[Records from a dataset]

╭──

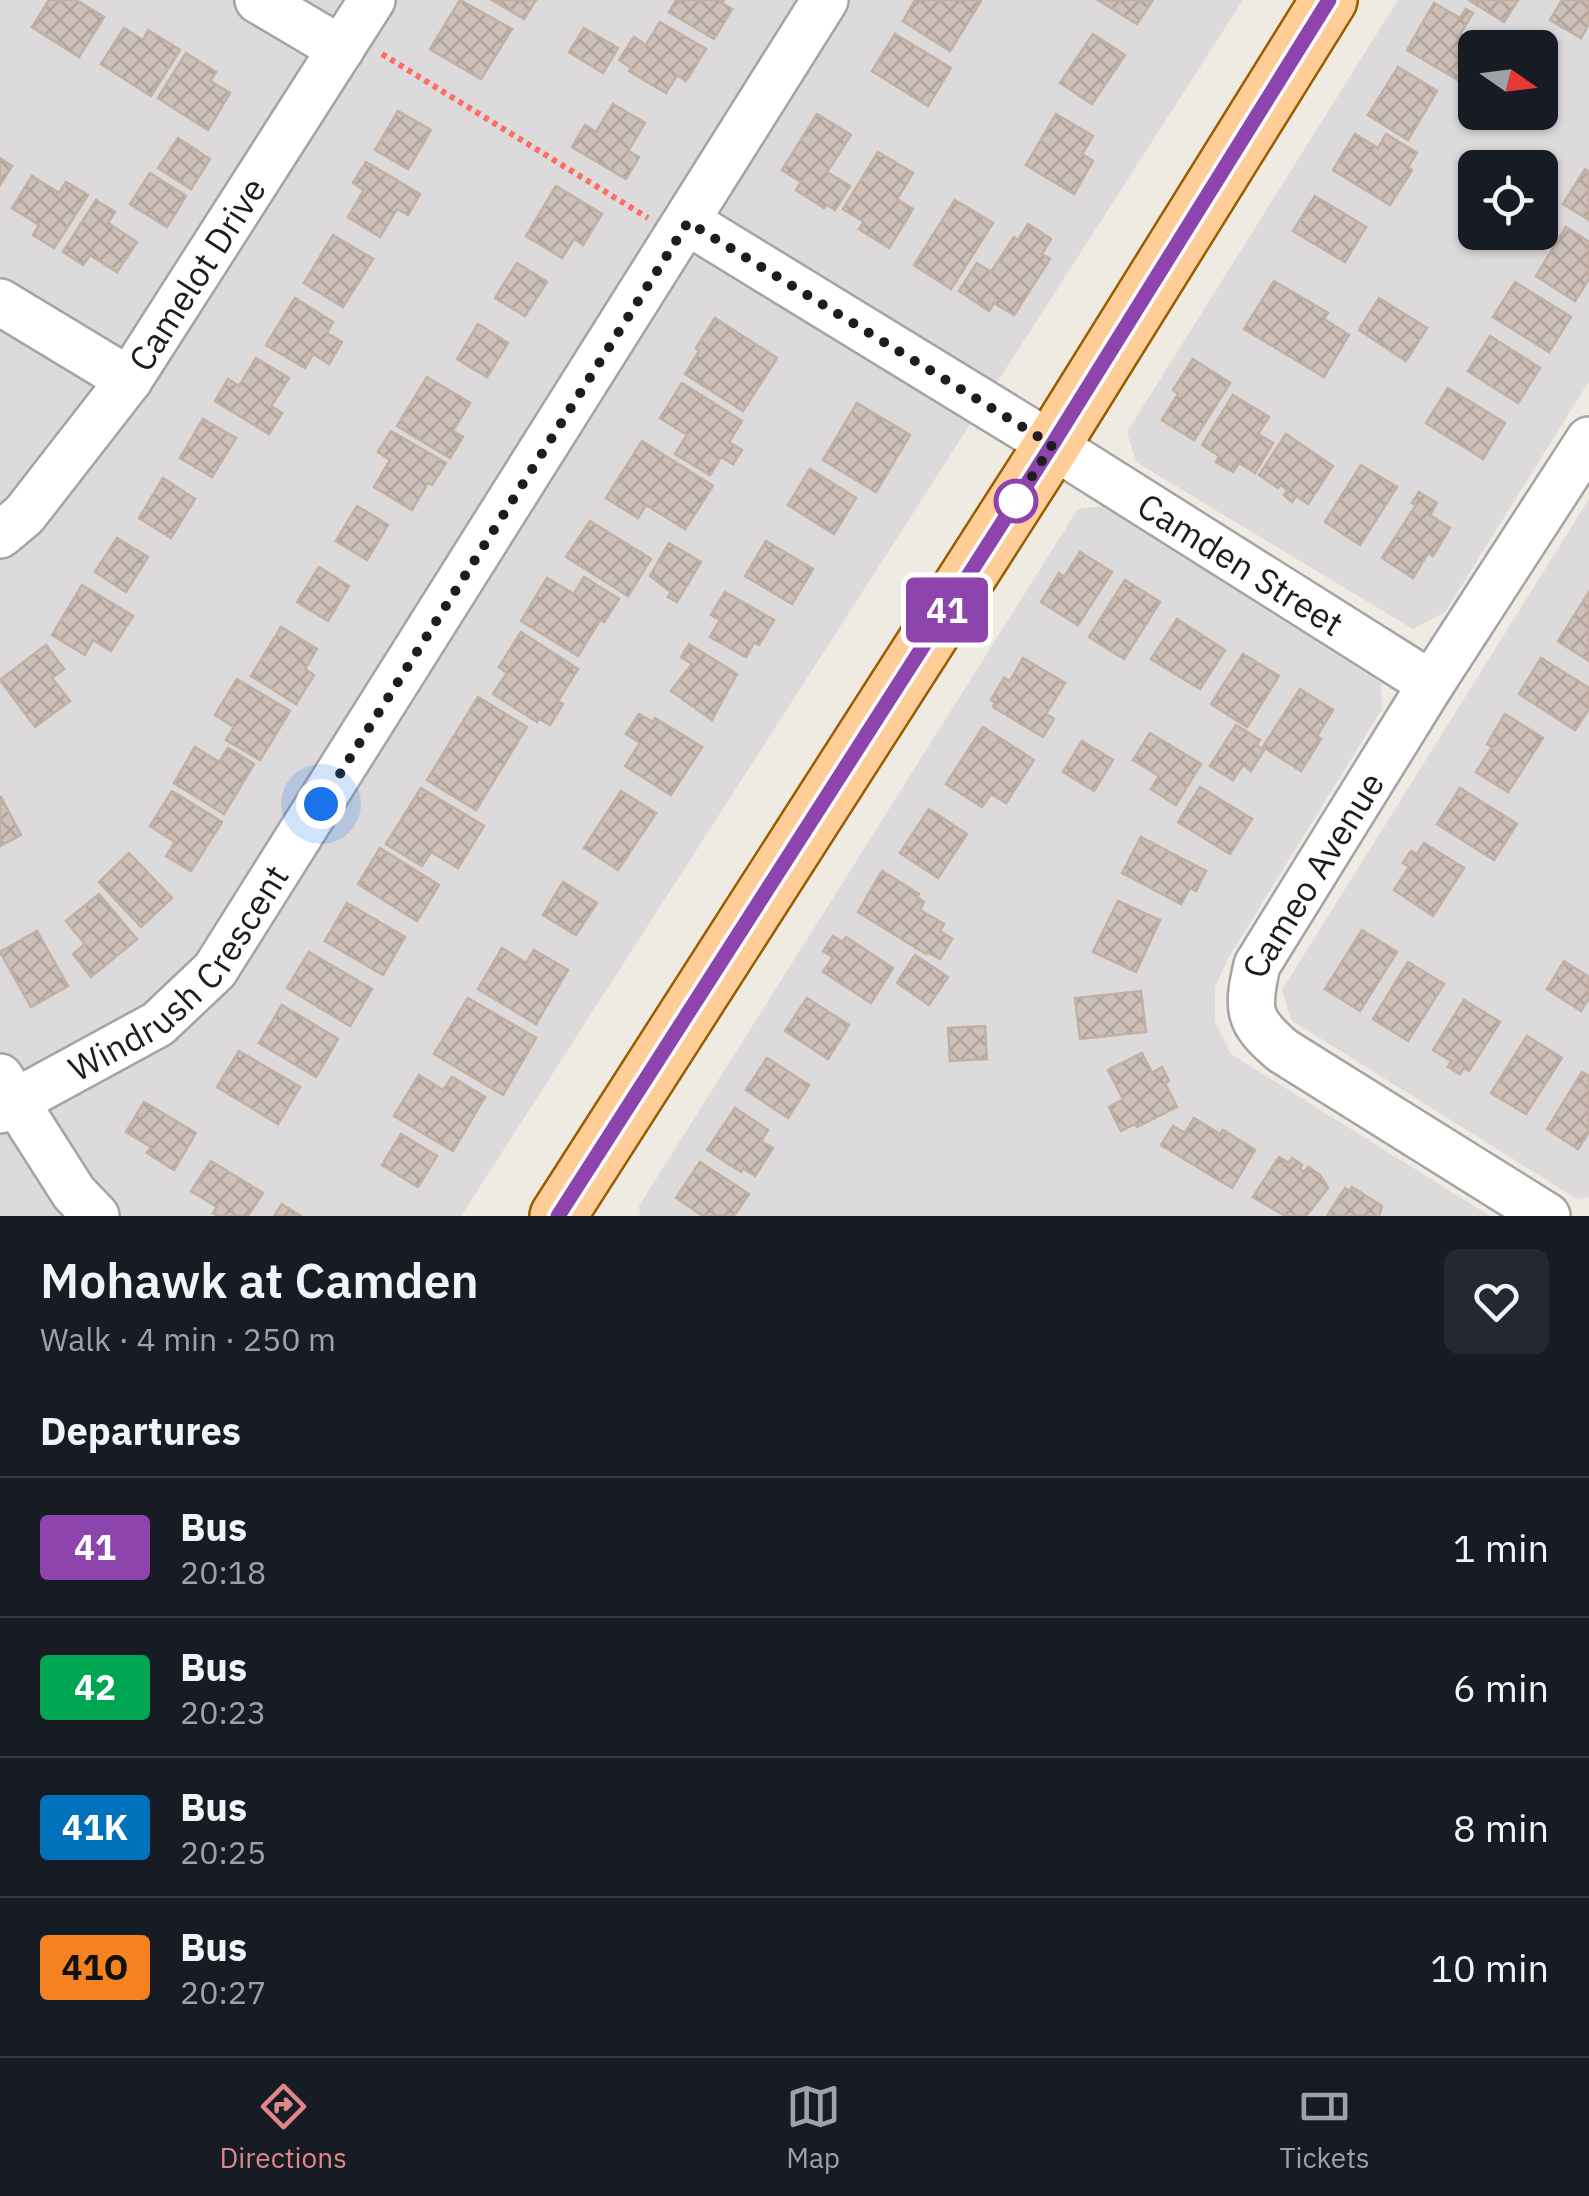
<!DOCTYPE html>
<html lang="en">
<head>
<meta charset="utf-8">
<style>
	:root { --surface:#171b24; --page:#242831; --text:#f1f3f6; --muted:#9ea1a6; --line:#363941; --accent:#e0868b }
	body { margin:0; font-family:"IBM Plex Sans",sans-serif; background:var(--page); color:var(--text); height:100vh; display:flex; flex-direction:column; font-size:38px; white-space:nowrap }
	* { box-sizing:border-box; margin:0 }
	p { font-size:32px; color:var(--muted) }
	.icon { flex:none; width:55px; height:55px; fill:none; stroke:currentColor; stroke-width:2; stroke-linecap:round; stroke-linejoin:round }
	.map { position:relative; height:1216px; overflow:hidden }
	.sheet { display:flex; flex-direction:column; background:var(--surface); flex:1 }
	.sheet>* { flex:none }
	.badge { padding:0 20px; border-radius:8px; font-size:35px; line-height:65px }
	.needle { width:65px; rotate:104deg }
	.controls { position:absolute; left:1458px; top:30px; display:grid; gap:20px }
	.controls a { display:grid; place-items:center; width:100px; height:100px; border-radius:15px; background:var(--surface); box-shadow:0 2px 8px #0004; font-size:50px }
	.you { position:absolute; width:50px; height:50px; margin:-25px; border:8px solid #fff; border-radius:50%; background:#1a73e8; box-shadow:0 0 0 15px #1a73e833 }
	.map>.badge { position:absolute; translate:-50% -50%; box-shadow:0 0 0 5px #fff }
	h2 { padding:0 40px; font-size:38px; line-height:90px }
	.round { display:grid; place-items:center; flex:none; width:105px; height:105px; border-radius:15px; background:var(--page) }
	.head { display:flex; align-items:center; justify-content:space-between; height:170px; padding:0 40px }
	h1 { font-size:48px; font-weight:600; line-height:75px }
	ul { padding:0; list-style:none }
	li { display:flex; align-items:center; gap:30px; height:140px; padding:0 40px; border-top:2px solid var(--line) }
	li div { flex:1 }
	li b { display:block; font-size:38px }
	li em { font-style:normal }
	li .badge { min-width:110px; font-weight:700; text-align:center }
	.tab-bar { display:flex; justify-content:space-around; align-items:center; height:140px; border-top:2px solid var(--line); background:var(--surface); font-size:28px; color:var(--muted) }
	.tab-bar a { display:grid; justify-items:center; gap:5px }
	.tab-bar .active { color:var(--accent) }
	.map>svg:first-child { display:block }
</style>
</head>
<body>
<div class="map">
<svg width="1589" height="1216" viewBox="0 0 1589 1216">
	<defs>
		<pattern id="building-cross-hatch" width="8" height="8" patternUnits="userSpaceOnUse" patternTransform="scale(2.5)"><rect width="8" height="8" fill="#ccc0b8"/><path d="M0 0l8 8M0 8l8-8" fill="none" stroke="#afa59e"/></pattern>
	</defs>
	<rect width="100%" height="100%" fill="#efeae2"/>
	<!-- residential -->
	<g fill="#dcdada" fill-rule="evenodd">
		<path d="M0,0H1243L461,1216H0Z"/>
		<path d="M1398,0H1589V381L1445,612L1413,629L1136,462L1127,432ZM1475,48H1540V112H1475ZM1475,168H1540V232H1475Z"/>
		<path d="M1589,499V1197L1577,1199L1291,1020L1282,990Z"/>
		<path d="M1102,506L1381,683L1382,709L1227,960L1215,987V1022L1231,1054L1490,1216H640L639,1206L1078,509Z"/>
	</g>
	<!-- building -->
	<g fill="url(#building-cross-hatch)" stroke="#c2b0a3" stroke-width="2.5">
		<path d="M49,0H76L104,17L79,57L32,27Z"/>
		<path d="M460,0L512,29L481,79L430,49Z"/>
		<path d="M492,0H536L524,19Z"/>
		<path d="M676,0H724L722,3L732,9L714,39L669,12Z"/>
		<path d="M915,0H980L981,1L950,51L903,21Z"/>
		<path d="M1098,0H1153L1137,24Z"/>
		<path d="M1469,0H1518L1504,22Z"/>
		<path d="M1562,0H1589V24L1581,38L1550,20Z"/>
		<path d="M1434,3L1460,18L1466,9L1473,13L1460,34L1484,48H1475V82L1469,78L1465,84L1407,50Z"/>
		<path d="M660,22L706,49L686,81L677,75L666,93L629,71L631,68L619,60L634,37L646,45Z"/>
		<path d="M124,28L143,40L148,30L180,50L151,96L101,64Z"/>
		<path d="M584,28L618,48L603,73L569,52Z"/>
		<path d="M895,34L951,68L928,106L872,71Z"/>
		<path d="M1093,34L1125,55L1092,104L1060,83Z"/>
		<path d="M186,53L216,72L210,81L230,93L208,130L158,98Z"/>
		<path d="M1398,67L1437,91L1408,140L1368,115Z"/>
		<path d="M613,104L645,123L628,151L639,157L626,179L572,147L585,125L596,132Z"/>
		<path d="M398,111L431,130L408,169L375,150Z"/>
		<path d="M817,114L851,135L827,172L850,186L835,210L827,205L824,208L796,190L801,182L782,170Z"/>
		<path d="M1056,114L1093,136L1082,154L1093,161L1074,194L1026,165Z"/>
		<path d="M1355,134L1378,148L1386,134L1417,153L1408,167L1412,170L1390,205L1333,170Z"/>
		<path d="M178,138L210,159L191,189L158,168Z"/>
		<path d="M878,152L913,173L897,199L913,209L889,248L859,229L864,222L843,209Z"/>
		<path d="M0,158L12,166L0,185Z"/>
		<path d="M366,162L420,194L408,215L397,209L380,237L348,217L364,190L353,183Z"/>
		<path d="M1585,169L1589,172V220L1563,204Z"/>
		<path d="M150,173L186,196L167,227L130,204Z"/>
		<path d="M32,176L59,193L66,182L88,195L54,248L33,235L39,225L12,208Z"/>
		<path d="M556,186L602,214L583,245L574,239L562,258L526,236Z"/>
		<path d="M1315,196L1366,227L1345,262L1293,231Z"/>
		<path d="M96,200L115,212L108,223L137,242L117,272L90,255L83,265L63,252Z"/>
		<path d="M955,200L993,223L951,289L914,265Z"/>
		<path d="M1028,224L1051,239L1042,254L1050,259L1014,315L994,303L989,311L959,291L977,263L991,272L1014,237L1018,240Z"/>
		<path d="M1566,227L1589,242V279L1575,301L1536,276Z"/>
		<path d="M333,235L373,259L343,307L304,283Z"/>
		<path d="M517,263L547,282L525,316L495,298Z"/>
		<path d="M1274,281L1328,313L1324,319L1349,335L1324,377L1244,329Z"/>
		<path d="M1515,282L1571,317L1549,352L1493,317Z"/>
		<path d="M295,298L333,322L327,333L342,342L329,364L313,354L305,368L266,345Z"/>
		<path d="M1379,298L1427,328L1406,361L1359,330Z"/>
		<path d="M715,318L777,358L743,411L685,374L699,351L696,348Z"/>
		<path d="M478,324L508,343L487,377L457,359Z"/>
		<path d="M1490,336L1540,368L1518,403L1468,371Z"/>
		<path d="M256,358L289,378L271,406L282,413L269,434L215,401L228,379L239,386Z"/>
		<path d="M1193,359L1230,383L1194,440L1162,420L1178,394L1173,390Z"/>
		<path d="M427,377L470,403L453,431L463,437L450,458L397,426Z"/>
		<path d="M682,383L742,421L729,442L742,450L733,464L721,457L710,475L675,454L687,435L660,418Z"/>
		<path d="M1448,388L1505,423L1483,459L1426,423Z"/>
		<path d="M1233,395L1269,417L1258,434L1273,443L1255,473L1239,463L1233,472L1216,462L1219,456L1202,445Z"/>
		<path d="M857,403L910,435L876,492L823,460Z"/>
		<path d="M203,419L236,438L212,477L180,458Z"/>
		<path d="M391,431L446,463L432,485L428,483L412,510L374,487L390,460L378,452Z"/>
		<path d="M1286,434L1333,466L1308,504L1296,496L1292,502L1284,495L1288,490L1280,485L1278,488L1259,475Z"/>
		<path d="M642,441L713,486L685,529L646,505L638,518L606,498Z"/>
		<path d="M1361,465L1397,487L1360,545L1325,522Z"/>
		<path d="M810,469L856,498L834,534L788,505Z"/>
		<path d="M163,478L195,499L171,538L139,518Z"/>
		<path d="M1419,492L1437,503L1430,515L1450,528L1433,556L1428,553L1413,578L1382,558L1416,505L1412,503Z"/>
		<path d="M357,506L388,525L367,560L336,541Z"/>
		<path d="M590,521L651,559L628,596L566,557Z"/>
		<path d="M117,538L148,557L126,592L95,572Z"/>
		<path d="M766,541L813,569L792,604L745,576Z"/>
		<path d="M669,543L701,562L677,602L668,597L671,592L650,576Z"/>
		<path d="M1080,552L1112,572L1078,625L1041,602L1059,573L1064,577Z"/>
		<path d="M319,567L349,586L328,621L297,602Z"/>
		<path d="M584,577L619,599L604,622L600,620L578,656L521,621L547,578L574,594Z"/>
		<path d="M1125,580L1160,602L1124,659L1089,637Z"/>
		<path d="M82,585L133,616L111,651L93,640L85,655L52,635Z"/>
		<path d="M725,592L774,620L759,645L754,643L746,657L710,637L720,620L711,615Z"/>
		<path d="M1589,592V661L1558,641Z"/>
		<path d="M1177,619L1225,650L1200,689L1151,659Z"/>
		<path d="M281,627L317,649L305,669L314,675L296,704L251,676Z"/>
		<path d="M521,632L578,669L558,701L563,704L550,725L539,719L537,722L493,694L507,673L499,667Z"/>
		<path d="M689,644L737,674L712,720L671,691L692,664L681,657Z"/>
		<path d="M46,645L64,669L52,678L70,701L35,727L0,680Z"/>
		<path d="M1243,654L1279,676L1247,727L1211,704Z"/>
		<path d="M1023,658L1065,683L1046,714L1054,719L1043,737L993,707L995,702L991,700L1004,678L1010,681Z"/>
		<path d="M1541,658L1589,688V709L1575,730L1519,694Z"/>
		<path d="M237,679L290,711L260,760L226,740L234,727L215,715Z"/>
		<path d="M1300,689L1333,710L1317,736L1321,739L1301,771L1263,747Z"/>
		<path d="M478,697L527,727L476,810L427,780Z"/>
		<path d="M639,714L653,722L655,718L702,747L671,795L625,766L640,743L626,734Z"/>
		<path d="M1505,714L1543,738L1508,792L1476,772L1492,747L1487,744Z"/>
		<path d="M1236,725L1260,740L1256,745L1264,750L1251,771L1243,765L1233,780L1210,766Z"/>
		<path d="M983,727L1034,760L1006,803L991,794L982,807L946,784Z"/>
		<path d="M1150,733L1201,764L1176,805L1151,789L1159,776L1133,760Z"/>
		<path d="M1082,741L1113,760L1094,791L1063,772Z"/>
		<path d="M195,747L219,762L228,748L254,764L224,814L174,783Z"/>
		<path d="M1200,787L1252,819L1230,854L1178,822Z"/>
		<path d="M421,788L484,826L458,868L431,852L422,866L386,844Z"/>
		<path d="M1460,788L1517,824L1494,860L1437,824Z"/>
		<path d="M172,791L222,822L191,871L166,856L175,842L150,826Z"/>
		<path d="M621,791L656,813L618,870L584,848Z"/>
		<path d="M1,797L21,835L0,846V798Z"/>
		<path d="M929,809L967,834L938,878L900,853Z"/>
		<path d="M1141,837L1206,871L1196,891L1190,888L1181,904L1122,873Z"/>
		<path d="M1424,843L1464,868L1433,916L1394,890L1409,867L1403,863L1411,851L1417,854Z"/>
		<path d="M380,848L439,885L417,921L358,884Z"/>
		<path d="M129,853L172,898L141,927L99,882Z"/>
		<path d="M882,871L919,894L917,897L924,902L920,910L944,924L940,931L952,939L940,959L927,952L926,954L858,912Z"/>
		<path d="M563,882L597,903L576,935L543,915Z"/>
		<path d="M99,894L137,939L91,977L73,954L85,944L66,921Z"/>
		<path d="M1118,901L1160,920L1136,972L1093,952Z"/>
		<path d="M347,903L405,937L383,975L325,941Z"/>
		<path d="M1362,930L1397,952L1360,1011L1325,989Z"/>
		<path d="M37,931L68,986L31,1007L0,952Z"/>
		<path d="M833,936L843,942L846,937L893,968L871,1003L823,972L833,957L823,951Z"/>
		<path d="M502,948L526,963L534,950L568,970L536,1024L478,989Z"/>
		<path d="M309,952L372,989L350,1026L287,988Z"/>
		<path d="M915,955L948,977L929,1005L897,983Z"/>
		<path d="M1564,961L1589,977V998L1581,1011L1547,989Z"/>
		<path d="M1408,962L1444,984L1408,1041L1373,1019Z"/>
		<path d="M1141,991L1146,1032L1080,1039L1075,998Z"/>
		<path d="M468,998L536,1038L503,1095L434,1054Z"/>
		<path d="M807,998L849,1025L828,1059L785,1031Z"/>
		<path d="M1464,1000L1500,1022L1469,1071L1464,1068L1460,1074L1448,1067L1451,1061L1433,1050Z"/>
		<path d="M282,1005L338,1039L316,1077L259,1043Z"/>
		<path d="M985,1026L987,1059L950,1061L948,1028Z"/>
		<path d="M1527,1036L1562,1058L1526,1114L1491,1093Z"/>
		<path d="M239,1051L300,1087L278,1124L217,1087Z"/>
		<path d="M1142,1053L1152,1073L1162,1067L1169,1081L1165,1083L1177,1107L1137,1127L1135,1124L1121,1131L1109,1107L1123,1099L1108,1070Z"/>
		<path d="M767,1058L809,1085L788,1118L746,1090Z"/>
		<path d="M1582,1072L1589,1076V1132L1578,1149L1547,1129Z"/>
		<path d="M419,1075L443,1090L452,1077L485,1097L453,1151L394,1116Z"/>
		<path d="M144,1102L196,1133L174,1170L147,1153L151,1147L126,1132Z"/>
		<path d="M735,1108L768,1130L761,1141L773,1148L755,1176L743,1168L741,1172L707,1150Z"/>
		<path d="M1194,1118L1220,1134L1223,1130L1255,1150L1232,1188L1161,1145L1173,1126L1185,1133Z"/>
		<path d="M401,1134L437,1156L418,1187L382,1165Z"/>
		<path d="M1279,1157L1289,1163L1292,1158L1302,1165L1300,1169L1304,1172L1308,1167L1320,1175L1328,1188L1306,1216H1285L1253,1197Z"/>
		<path d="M211,1161L263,1193L248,1216H218L213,1213L217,1207L191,1191Z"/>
		<path d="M700,1162L749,1194L734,1216H703L676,1198Z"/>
		<path d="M1352,1187L1382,1206L1379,1216H1327L1345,1188L1349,1191Z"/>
		<path d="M282,1204L301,1216H274Z"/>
	</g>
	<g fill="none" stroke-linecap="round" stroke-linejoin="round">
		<defs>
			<g id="minor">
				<path d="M258,0L341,49"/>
				<path id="s1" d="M688,222L1052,445L1431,684"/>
				<path d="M0,302L129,380"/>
				<path id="s2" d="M0,535L24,515L129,380L372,0"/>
				<path d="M0,1077L74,1193L96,1216"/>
				<path id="s3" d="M0,1110L158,1024L215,970L825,0"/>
				<path id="s4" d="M1547,1216L1283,1051C1247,1021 1247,1009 1257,965L1431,684L1589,440"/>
			</g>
			<path id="major" d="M558,1216L1052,445L1329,0"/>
		</defs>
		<!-- minor casing -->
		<use href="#minor" stroke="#a4a4a4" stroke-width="50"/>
		<!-- major casing -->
		<use href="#major" stroke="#975e00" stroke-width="60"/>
		<!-- path -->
		<path stroke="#ff6c64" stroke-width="6" stroke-dasharray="5 5" stroke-linecap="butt" d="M382,54L648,218"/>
		<!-- minor -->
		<use href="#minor" stroke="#fff" stroke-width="45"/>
		<!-- major -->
		<use href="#major" stroke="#ffce98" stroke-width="55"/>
	</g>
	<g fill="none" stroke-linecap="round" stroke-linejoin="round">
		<defs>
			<path id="line" d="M558,1216L1052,445L1329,0"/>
		</defs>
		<!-- line casing -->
		<use href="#line" stroke="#fff" stroke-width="22"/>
		<!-- line -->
		<use href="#line" stroke="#8e44ad" stroke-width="15"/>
		<!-- walk -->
		<path stroke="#1d1d1d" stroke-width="10" stroke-dasharray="0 18" d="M321,804L688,222L1052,445L1010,511L1016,501"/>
	</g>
	<!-- markers -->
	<circle fill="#fff" stroke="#8e44ad" stroke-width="5" cx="1016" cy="501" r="20"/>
	<g text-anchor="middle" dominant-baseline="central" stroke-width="10" stroke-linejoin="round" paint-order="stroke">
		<!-- street labels -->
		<g font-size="35" fill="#1d1d1d" stroke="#fff">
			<text stroke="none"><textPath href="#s2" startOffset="328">Camelot Drive</textPath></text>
			<text stroke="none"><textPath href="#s1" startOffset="650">Camden Street</textPath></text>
			<text stroke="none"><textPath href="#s4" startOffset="515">Cameo Avenue</textPath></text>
			<text stroke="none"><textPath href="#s3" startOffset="230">Windrush Crescent</textPath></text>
		</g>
	</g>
</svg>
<div class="controls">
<a><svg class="needle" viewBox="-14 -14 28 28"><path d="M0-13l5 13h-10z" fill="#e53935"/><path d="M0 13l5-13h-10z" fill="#9ea1a6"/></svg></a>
<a><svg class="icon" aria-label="locate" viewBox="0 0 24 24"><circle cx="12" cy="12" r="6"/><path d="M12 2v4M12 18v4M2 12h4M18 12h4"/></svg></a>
</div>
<div class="you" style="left:321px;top:804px"></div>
<b class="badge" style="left:947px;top:610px;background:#8e44ad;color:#fff">41</b>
</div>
<section class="sheet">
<div class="head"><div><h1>Mohawk at Camden</h1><p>Walk · 4 min · 250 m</p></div><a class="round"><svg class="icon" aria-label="heart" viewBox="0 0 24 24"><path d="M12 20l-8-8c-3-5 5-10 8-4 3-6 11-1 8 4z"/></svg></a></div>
<h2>Departures</h2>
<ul>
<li><span class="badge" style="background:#8e44ad;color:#fff">41</span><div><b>Bus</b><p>20:18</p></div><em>1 min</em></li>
<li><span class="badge" style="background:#00a651;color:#fff">42</span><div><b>Bus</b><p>20:23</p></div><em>6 min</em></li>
<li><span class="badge" style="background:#0072bc;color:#fff">41K</span><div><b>Bus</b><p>20:25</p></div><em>8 min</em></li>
<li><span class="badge" style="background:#f58220;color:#111">41O</span><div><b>Bus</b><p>20:27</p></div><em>10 min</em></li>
</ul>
</section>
<nav class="tab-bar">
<a class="active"><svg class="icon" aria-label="directions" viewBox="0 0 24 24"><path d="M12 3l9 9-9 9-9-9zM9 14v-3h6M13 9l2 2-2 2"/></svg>Directions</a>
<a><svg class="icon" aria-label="map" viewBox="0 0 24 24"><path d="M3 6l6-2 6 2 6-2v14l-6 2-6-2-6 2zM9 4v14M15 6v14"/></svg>Map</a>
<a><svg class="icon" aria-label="tickets" viewBox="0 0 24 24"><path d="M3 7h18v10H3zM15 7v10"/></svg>Tickets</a>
</nav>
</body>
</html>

╰──

Required action: Produce the lines from the first line of the entries through the line that contains "display:flex; align-items:center; justify-content:space-between;", exactly, leaving the pictures behind.

Answer:
<!DOCTYPE html>
<html lang="en">
<head>
<meta charset="utf-8">
<style>
	:root { --surface:#171b24; --page:#242831; --text:#f1f3f6; --muted:#9ea1a6; --line:#363941; --accent:#e0868b }
	body { margin:0; font-family:"IBM Plex Sans",sans-serif; background:var(--page); color:var(--text); height:100vh; display:flex; flex-direction:column; font-size:38px; white-space:nowrap }
	* { box-sizing:border-box; margin:0 }
	p { font-size:32px; color:var(--muted) }
	.icon { flex:none; width:55px; height:55px; fill:none; stroke:currentColor; stroke-width:2; stroke-linecap:round; stroke-linejoin:round }
	.map { position:relative; height:1216px; overflow:hidden }
	.sheet { display:flex; flex-direction:column; background:var(--surface); flex:1 }
	.sheet>* { flex:none }
	.badge { padding:0 20px; border-radius:8px; font-size:35px; line-height:65px }
	.needle { width:65px; rotate:104deg }
	.controls { position:absolute; left:1458px; top:30px; display:grid; gap:20px }
	.controls a { display:grid; place-items:center; width:100px; height:100px; border-radius:15px; background:var(--surface); box-shadow:0 2px 8px #0004; font-size:50px }
	.you { position:absolute; width:50px; height:50px; margin:-25px; border:8px solid #fff; border-radius:50%; background:#1a73e8; box-shadow:0 0 0 15px #1a73e833 }
	.map>.badge { position:absolute; translate:-50% -50%; box-shadow:0 0 0 5px #fff }
	h2 { padding:0 40px; font-size:38px; line-height:90px }
	.round { display:grid; place-items:center; flex:none; width:105px; height:105px; border-radius:15px; background:var(--page) }
	.head { display:flex; align-items:center; justify-content:space-between; height:170px; padding:0 40px }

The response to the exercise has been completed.